_Problem description:_ Everything from the line with "I need the bounding" down to the line with "Please mark all" below must be printed exactly, those two lines included. Exclude pictures.

_Source material:_
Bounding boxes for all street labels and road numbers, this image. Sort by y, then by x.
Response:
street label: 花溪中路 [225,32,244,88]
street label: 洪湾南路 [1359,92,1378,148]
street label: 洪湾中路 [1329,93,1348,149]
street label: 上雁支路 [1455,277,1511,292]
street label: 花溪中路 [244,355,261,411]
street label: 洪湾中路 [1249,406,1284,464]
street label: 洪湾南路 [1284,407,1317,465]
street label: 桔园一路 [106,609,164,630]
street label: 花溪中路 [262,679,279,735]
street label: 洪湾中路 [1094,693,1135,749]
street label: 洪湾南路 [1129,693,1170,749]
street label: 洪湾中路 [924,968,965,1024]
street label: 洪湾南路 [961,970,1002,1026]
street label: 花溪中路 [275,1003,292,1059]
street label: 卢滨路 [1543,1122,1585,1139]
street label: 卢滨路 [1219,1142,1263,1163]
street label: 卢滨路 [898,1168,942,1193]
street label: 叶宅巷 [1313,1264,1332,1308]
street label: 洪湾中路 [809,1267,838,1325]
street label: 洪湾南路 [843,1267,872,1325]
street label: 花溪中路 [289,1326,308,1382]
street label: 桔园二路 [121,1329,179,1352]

--

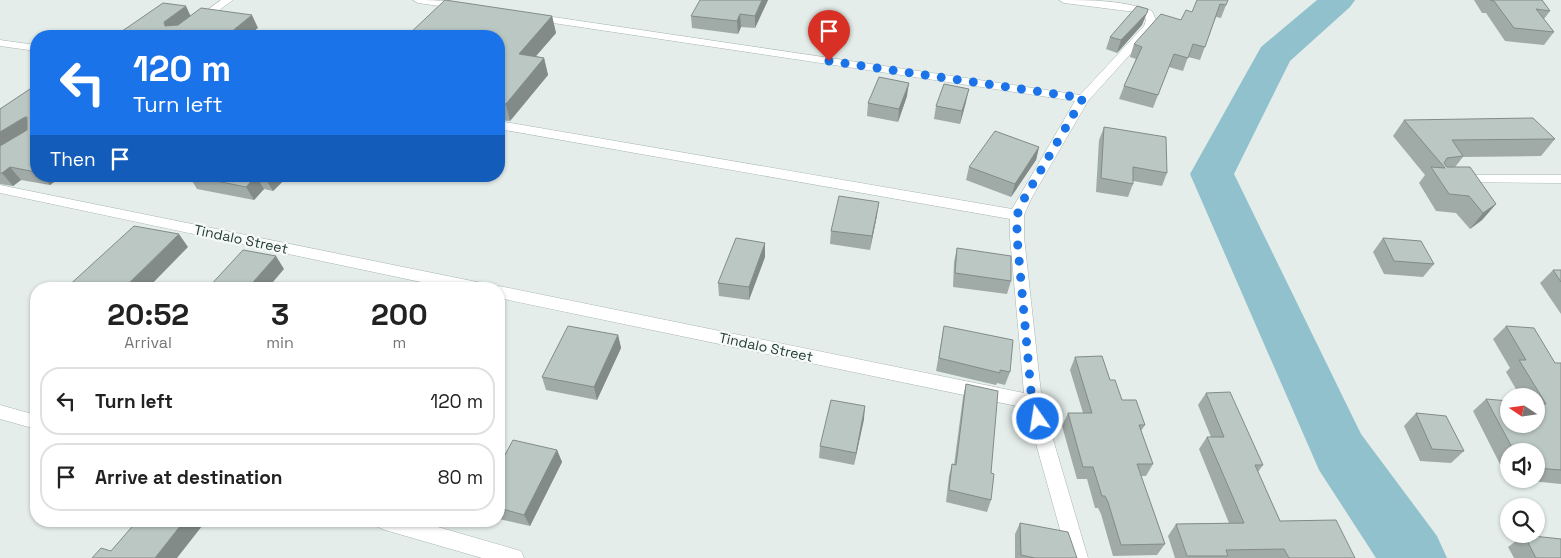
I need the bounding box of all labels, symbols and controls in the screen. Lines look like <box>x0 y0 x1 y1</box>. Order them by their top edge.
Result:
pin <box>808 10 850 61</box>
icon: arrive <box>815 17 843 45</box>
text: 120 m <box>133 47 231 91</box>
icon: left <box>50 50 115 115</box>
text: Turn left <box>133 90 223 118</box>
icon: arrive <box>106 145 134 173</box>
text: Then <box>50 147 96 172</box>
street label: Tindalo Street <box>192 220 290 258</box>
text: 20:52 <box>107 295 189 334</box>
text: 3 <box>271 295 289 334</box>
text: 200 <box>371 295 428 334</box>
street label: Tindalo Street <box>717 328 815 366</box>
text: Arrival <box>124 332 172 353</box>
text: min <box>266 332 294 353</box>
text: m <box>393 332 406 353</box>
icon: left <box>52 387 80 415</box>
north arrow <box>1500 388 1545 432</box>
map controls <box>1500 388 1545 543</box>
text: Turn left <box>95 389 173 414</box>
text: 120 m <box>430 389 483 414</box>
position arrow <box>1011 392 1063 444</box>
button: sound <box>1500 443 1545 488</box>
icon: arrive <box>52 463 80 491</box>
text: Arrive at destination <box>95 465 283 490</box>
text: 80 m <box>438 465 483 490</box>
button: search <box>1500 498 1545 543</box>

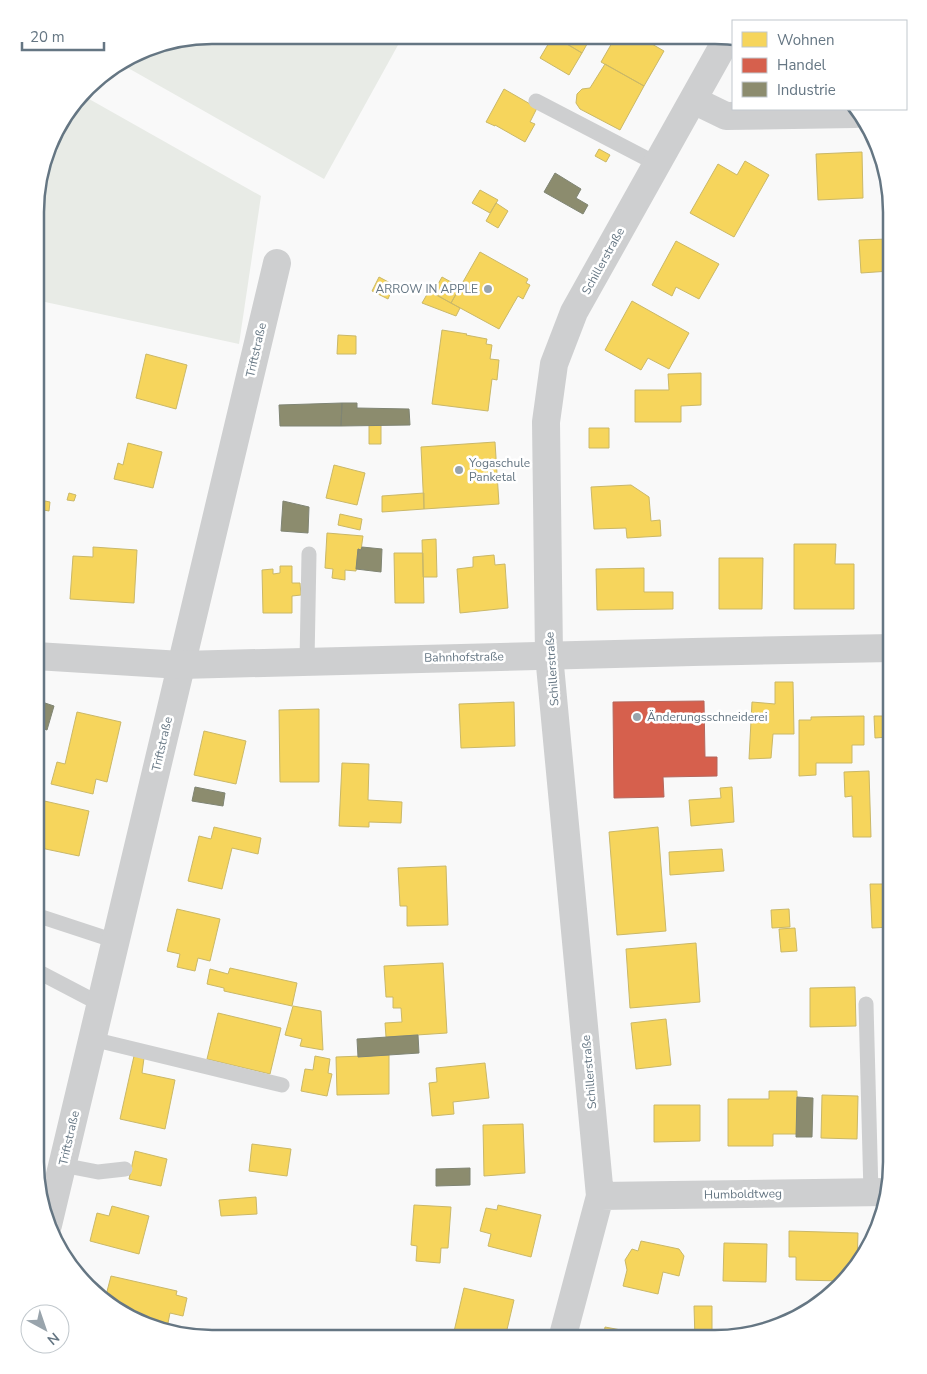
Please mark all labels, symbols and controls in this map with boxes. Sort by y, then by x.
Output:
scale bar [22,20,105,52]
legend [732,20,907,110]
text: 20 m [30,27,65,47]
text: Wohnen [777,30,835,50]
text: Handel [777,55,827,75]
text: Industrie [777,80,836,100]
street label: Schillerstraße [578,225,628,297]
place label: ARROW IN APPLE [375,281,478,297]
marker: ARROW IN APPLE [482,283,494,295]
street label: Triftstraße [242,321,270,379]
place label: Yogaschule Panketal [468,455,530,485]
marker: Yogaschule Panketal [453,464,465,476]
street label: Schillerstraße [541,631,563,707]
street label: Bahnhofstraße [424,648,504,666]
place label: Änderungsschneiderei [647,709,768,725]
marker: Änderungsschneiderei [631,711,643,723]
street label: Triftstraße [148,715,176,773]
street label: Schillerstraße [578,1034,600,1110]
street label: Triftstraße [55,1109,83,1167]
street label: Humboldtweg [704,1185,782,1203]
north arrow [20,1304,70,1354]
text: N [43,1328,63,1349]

--

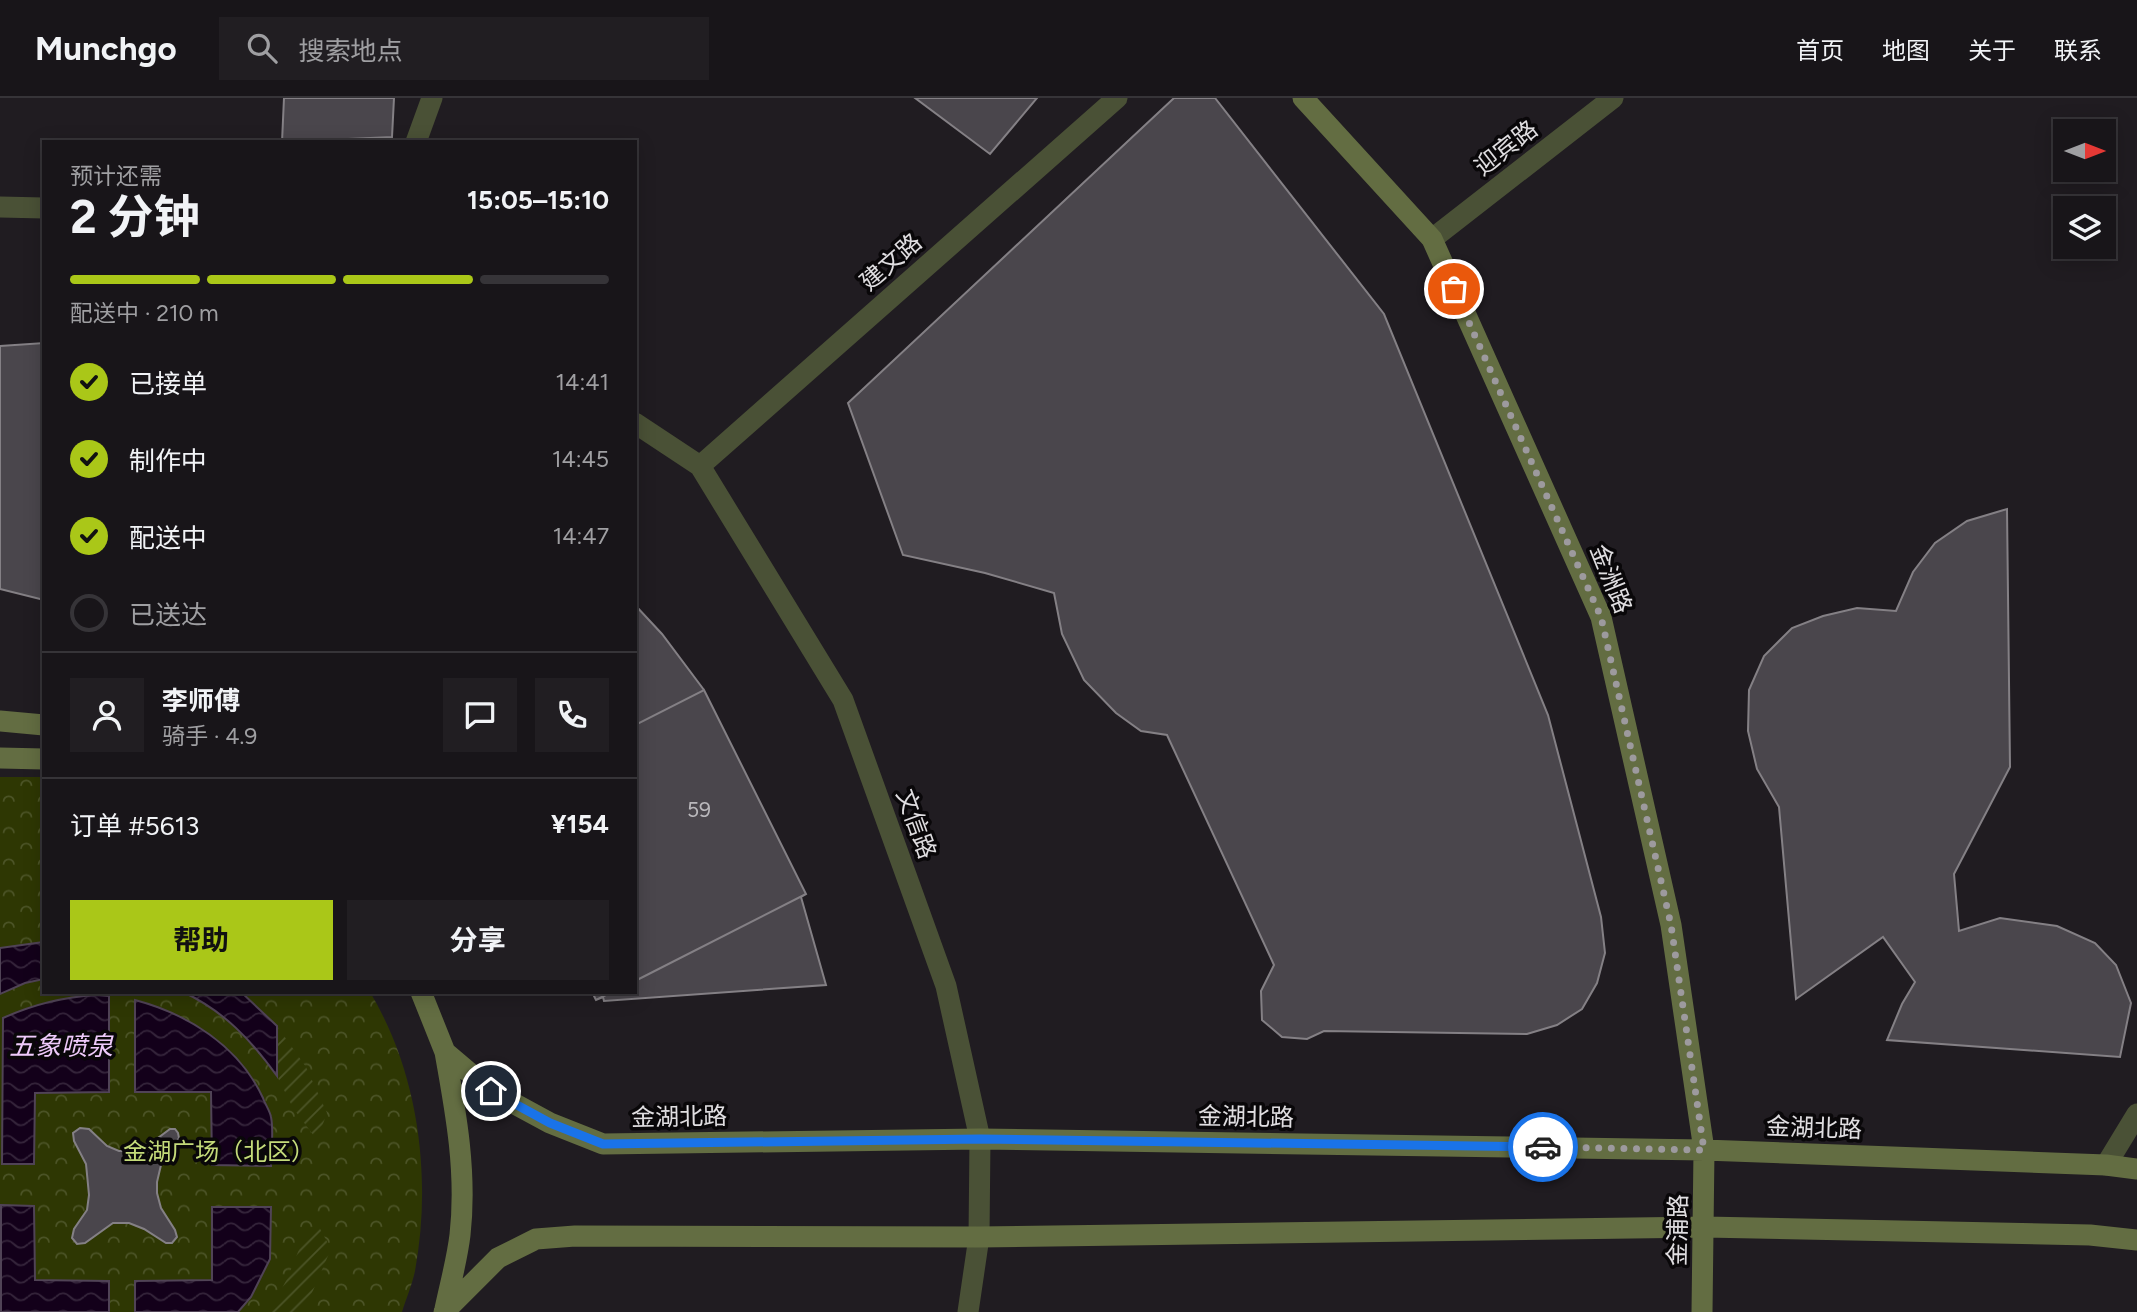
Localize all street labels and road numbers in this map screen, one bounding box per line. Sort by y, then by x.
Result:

_Result of this task:_
I need the bounding box of all labels, symbols and controls in the screen. Lines look like <box>x0 y0 x1 y1</box>. Order them by their top edge.
Result:
pin <box>808 10 850 61</box>
icon: arrive <box>815 17 843 45</box>
text: 120 m <box>133 47 231 91</box>
icon: left <box>50 50 115 115</box>
text: Turn left <box>133 90 223 118</box>
icon: arrive <box>106 145 134 173</box>
text: Then <box>50 147 96 172</box>
street label: Tindalo Street <box>192 220 290 258</box>
text: 20:52 <box>107 295 189 334</box>
text: 3 <box>271 295 289 334</box>
text: 200 <box>371 295 428 334</box>
street label: Tindalo Street <box>717 328 815 366</box>
text: Arrival <box>124 332 172 353</box>
text: min <box>266 332 294 353</box>
text: m <box>393 332 406 353</box>
icon: left <box>52 387 80 415</box>
north arrow <box>1500 388 1545 432</box>
map controls <box>1500 388 1545 543</box>
text: Turn left <box>95 389 173 414</box>
text: 120 m <box>430 389 483 414</box>
position arrow <box>1011 392 1063 444</box>
button: sound <box>1500 443 1545 488</box>
icon: arrive <box>52 463 80 491</box>
text: Arrive at destination <box>95 465 283 490</box>
text: 80 m <box>438 465 483 490</box>
button: search <box>1500 498 1545 543</box>

Please mark all labels, symbols and controls in this map with boxes. Sort by y, then by x.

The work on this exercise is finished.